Robust Storm Surge Forecasts for Early Warning System: A Machine Learning Approach Using Adaptive Monte Carlo Bayesian Model Selection Algorithm

Abstract

Abstract Machine-learning based methods are increasingly employed for the prediction of storm surges and development of early warning systems for coastal flooding. The evaluation of the quality of such methods need to explicitly consider the uncertainty of the prediction, which may stem from the inaccuracy in the forecasted inputs to the model as well as from the uncertainty inherent to the model itself. Defining the range of validity of the prediction is essential for the correct application of such models. Here, a methodology is proposed for building a robust model for forecasting storm surges accounting for the relevant sources of uncertainty.

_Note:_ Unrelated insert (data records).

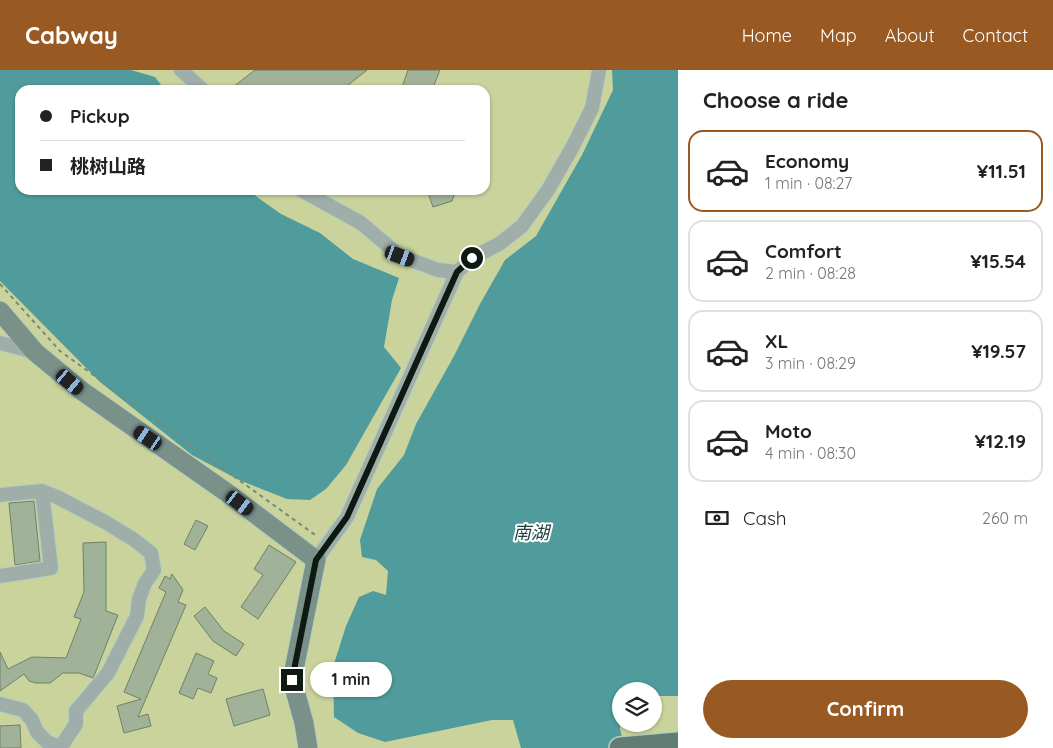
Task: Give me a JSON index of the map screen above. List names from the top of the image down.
{
  "water": ["南湖"],
  "page": {
    "header": "Cabway",
    "nav": [
      "Home",
      "Map",
      "About",
      "Contact"
    ],
    "heading": "Choose a ride",
    "banner": ["Pickup", "桃树山路"],
    "list": [
      {
        "name": "Economy",
        "note": "1 min · 08:27",
        "value": "¥11.51"
      },
      {
        "name": "Comfort",
        "note": "2 min · 08:28",
        "value": "¥15.54"
      },
      {
        "name": "XL",
        "note": "3 min · 08:29",
        "value": "¥19.57"
      },
      {
        "name": "Moto",
        "note": "4 min · 08:30",
        "value": "¥12.19"
      }
    ],
    "pay": ["Cash", "260 m"],
    "bubble": "1 min",
    "buttons": "Confirm"
  }
}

The model uses as inputs the mean sea level pressure and wind velocity components at 10 m above sea level. A set of Artificial Neural Networks are used in conjunction with an adaptive Bayesian model selection process to make robust storm surge forecast predictions with associated confidence intervals. The input uncertainty, characterised by comparing hindcast data and one day forecasted data, is propagated through the model via a Monte Carlo based approach. The application of the proposed methodology is illustrated by considering 24 hour target forecast predictions of storm surges for Millport, in the Firth of Clyde, Scotland, UK. It is shown that the proposed approach improves significantly the predictive performance of existing Artificial Neural Network based models and provides a meaningful confidence interval that characterises both model and input uncertainty.